App Appeal: Stay warm (or alive) during the Polar Vortex
If you're worried about being stranded while traveling in a winter storm try the app Winter Survival Kit. And Teller the magician tells us his favorite app.
Winter Survival Kit
In “The Day After Tomorrow,” filmmaker and oracle Roland Emmerich depicted a possible (but not that possible) future where Global Warming had turned the earth’s weather bananas. New York City was among the hardest hit: It became a frozen ice palace, buried in snow and conquered by hungry, rampaging wolves. (Emmerich would later make the apocalyptic “2012” — remember that craze? — as well as “Anonymous,” which tried to legitimize the “Oxfordian” theory that William Shakespeare did not write the plays of William Shakespeare. He’s not always with the right cause.)
This winter hasn’t been as bad as that, but it’s been closer than most of us would like. With still more snowfall en route, it’s worth at least jokily entertaining the notion that living in a urban wasteland won’t save us from the bitter, wretched cold. If you want to get all alarmist and Grizzly Adams about the cold and the snow, the Winter Survival Kit is your app.
A generously detailed (and generously) free service, it’s there for you if you suddenly find yourself outside city limits and stuck in the snow (probably in a dreaded car). Hit the handy button labeled “I’m Stranded” and it will walk you through the steps you take to increase your chances of not dying a horrible death. It will help you measure your gas, while reminding you that running your engine can result in carbon monoxide buildup. It will also send out periodic alerts to your emergency contact, should you find cell phone service lacking.
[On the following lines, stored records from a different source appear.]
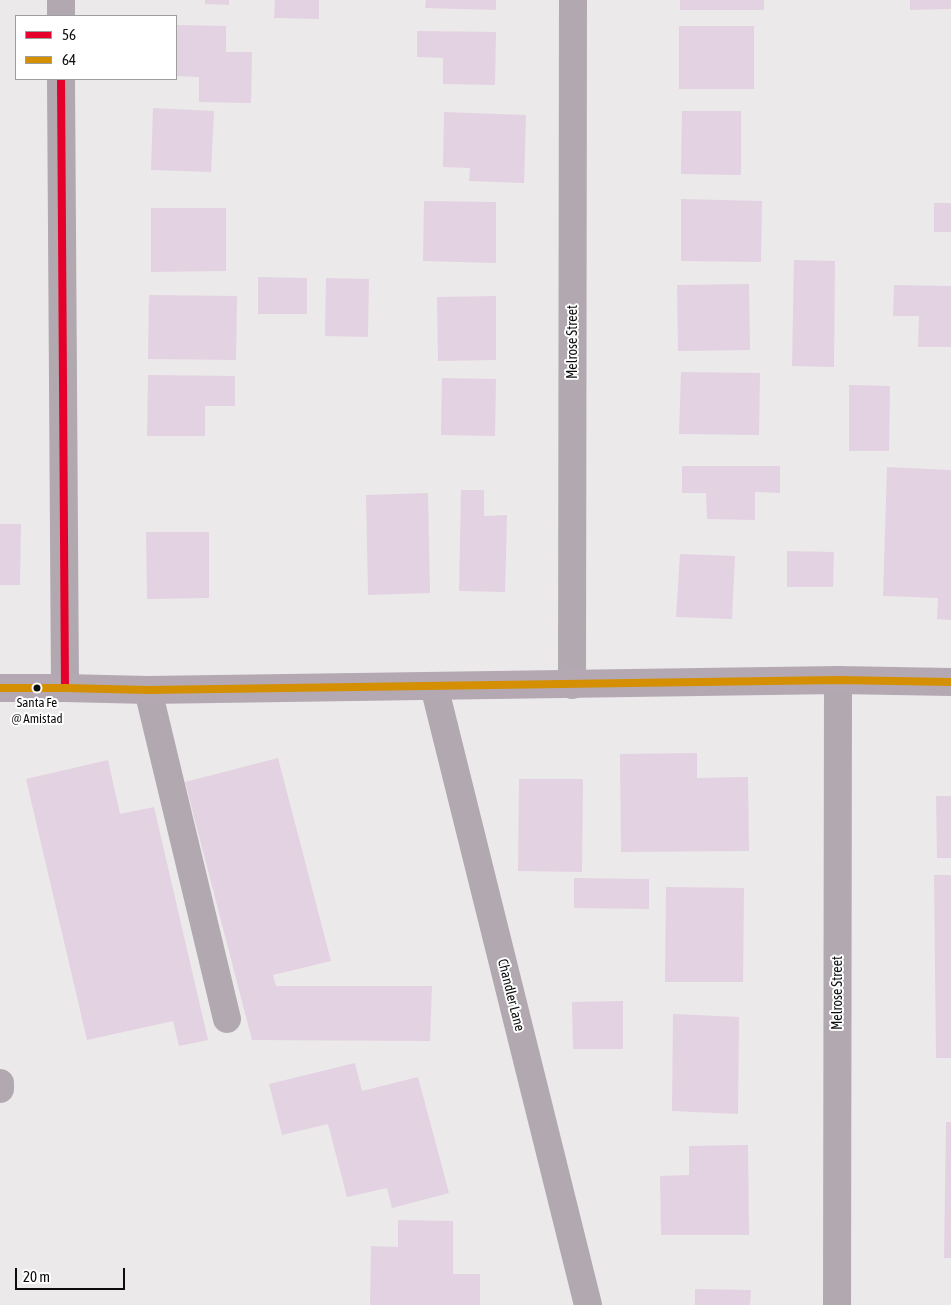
<!DOCTYPE html>
<style>
body{margin:0}
#map{position:relative;width:951px;height:1305px;overflow:hidden;background:#ece9eb;font-family:"Asap Condensed",sans-serif}
canvas{display:block}
.legend{position:absolute;left:15px;top:15px;width:162px;height:65px;box-sizing:border-box;background:#fff;border:1px solid #9e9e9e;margin:0;padding:6px 9px;list-style:none;font-size:15px;color:#0d0c0d}
.legend li{display:flex;align-items:center;gap:10px;height:25px}
.legend b{width:25px;border:1px solid #9e9e9e}
.scale{position:absolute;left:15px;top:1268px;width:110px;height:22px;box-sizing:border-box;border:2px solid #0d0c0d;border-top:0;padding-left:6px;font-size:15px;line-height:18px;white-space:nowrap;color:#0d0c0d;-webkit-text-stroke:4px #fff;paint-order:stroke}
</style>
<div id="map">
<canvas width="951" height="1305"></canvas>
<ul class="legend">
<li><b style="height:6px;background:#e4002b"></b>56</li>
<li><b style="height:6px;background:#d48f02"></b>64</li>
</ul>
<div class="scale">20 m</div>
</div>
<script>
const g = document.querySelector('canvas').getContext('2d');
g.lineJoin = 'round';
function paint(path, color) { g.fillStyle = color; g.fill(path, 'evenodd'); }
function trace(path, color, width, dash) { g.strokeStyle = color; g.lineWidth = width; g.lineCap = dash ? 'butt' : 'round'; g.setLineDash(dash || []); g.stroke(path); }
function label(font, color, halo, rows, align = 'center') {
  g.font = font + ' "Asap Condensed",sans-serif'; g.lineWidth = 4; g.setLineDash([]); g.textBaseline = 'middle'; g.strokeStyle = halo; g.fillStyle = color; for (const [text, x, y, turn = 0] of rows) {
    g.save(); g.translate(x, y); g.rotate((+turn || 0) * Math.PI / 180); g.textAlign = isNaN(turn) ? turn : align; if (halo) g.strokeText(text, 0, 0); g.fillText(text, 0, 0); g.restore();
  }
}
paint(new Path2D(`
 M205,0H229V5L205,4Z
 M275,0H319V19L274,18Z
 M426,0H496V10L425,8Z
 M680,0H764V10H680Z
 M910,0H951V9L910,10Z
 M176,25L226,26V52H252L251,103L199,102V77L176,76Z
 M679,26H754V89H679Z
 M417,31L496,32L495,85L443,84V58L417,57Z
 M153,108L214,111L211,172L151,170Z
 M682,111H741V175L681,174Z
 M444,112L526,115L524,183L469,181L470,168L443,167Z
 M681,199L762,201L761,262L681,261Z
 M424,201L496,202V263L423,261Z
 M934,203H951V232H934Z
 M151,208H226V271L151,272Z
 M794,260L835,261L834,367L792,366Z
 M258,277L307,278V314H258Z
 M326,278L369,279L368,337L325,336Z
 M749,284L750,350L678,351L677,285Z
 M894,285L951,286V347H918L919,316H893Z
 M149,295L237,296L236,360L148,359Z
 M496,296V360L438,361L437,297Z
 M681,372L760,373L759,435L679,434Z
 M148,375L235,376V406H205V436H147Z
 M442,378L496,379L495,436L441,435Z
 M849,385L890,386L889,451H849Z
 M682,466H780V493L755,492V520L707,519L706,493H682Z
 M887,467L951,470V620L937,619L938,598L883,596Z
 M461,490H484V516L507,515L505,592L459,591Z
 M428,493L430,593L368,595L366,495Z
 M0,524H21L20,585H0Z
 M146,532H209V598L147,599Z
 M787,551L834,552L833,587H787Z
 M680,554L735,556L732,619L676,617Z
 M697,753V778L748,777L749,851L621,852L620,754Z
 M278,758L331,961L273,975L276,986H432L430,1041L252,1040L185,782Z
 M108,760L120,814L154,807L208,1040L179,1046L173,1021L87,1040L26,779Z
 M519,779H583L582,872L518,871Z
 M936,796H951V858H937Z
 M934,875H951V1058H936Z
 M574,878L649,879V909L574,908Z
 M666,887L744,888L743,982H665Z
 M623,1001V1049H573L572,1002Z
 M673,1014L739,1017L738,1114L672,1111Z
 M355,1063L362,1091L418,1077L449,1193L392,1208L387,1188L347,1197L328,1124L282,1135L269,1084Z
 M946,1122H951V1258H944Z
 M748,1145L749,1235H661L660,1176L689,1175V1146Z
 M398,1220L453,1221V1274H480V1305H370L371,1246L398,1247Z
 M695,1289L751,1290L750,1305H695Z`), '#e3d2e1');
trace(new Path2D(`
 M61,0V16
 M61,79L65,688
 M572,685L573,0
 M434,686L588,1305
 M148,690L227,1019
 M0,1083V1089
 M837,1305L838,680`), '#b1a8b0', 28);
trace(new Path2D(`
 M0,688H65L148,690L838,680L951,682`), '#b4a9b3', 28);
trace(new Path2D(`
 M61,79L65,688`), '#e4002b', 8);
trace(new Path2D(`
 M0,688H65L148,690L838,680L951,682`), '#d48f02', 8);
for (const [x, y, r, color] of [
 [37,688,4.5,"#0d0c0d"]
]) { const dot = new Path2D(); dot.arc(x, y, r, 0, 2 * Math.PI); g.fillStyle = color; g.fill(dot); trace(dot, '#fff', 2); }
label('13px', '#0d0c0d', '#fff', [
 ["Santa Fe",37,703],
 ["@ Amistad",37,719]
]);
label('14px', '#0d0c0d', '#fff', [
 ["Melrose Street",573,342,-90],
 ["Melrose Street",838,993,-90],
 ["Chandler Lane",511,995,76]
]);
</script>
In fact, it’s worth going through Winter Survival Kit before you take off in dangerous weather. Having read all of its worst-case-scenario scenarios can save your life — although traveling at all during this block of Polar Vortex might be worth curtailing in the first place.
Never underestimate the power of some well-chosen delusion. If you indeed live in a city, you likely don’t have easy access to a fireplace. (Indeed, you may even live with a rickety steam heater, probably left over from the 19th century, that alternates between loud hissing and terrifying banging sounds.) But if you want to bask in the glow of some fireplace, even a digital one that doesn’t even emit warmth, try the app Fireplace. For a buck you can bring up a live, crackling wood fire, minus the heat but also minus the smoke and the irritating lengths it takes to put it out when you’re done. It’s like the competing Yulelog TV emissions around the holidays, only minus the cheesy/inexplicable song choices and tiny enough to fit in your hand. Hey, it’s something.
What's On Your Phone?
Occupation: Magician, filmmaker, skeptic
Out now: "Tim's Vermeer," a documentary about inventor Tim Jenison trying recreate a Johannes Vermeer painting, which Teller directed, with Penn Jillette as producer.
"I use Sleep machine. Sleep machine produces various kinds of white noise. You can create whatever exact sound you want, and use it bedside in hotels to mask the hotel noise. To amplify it, I always put it in the ice bucket or the trash can. That’s a great amplifier."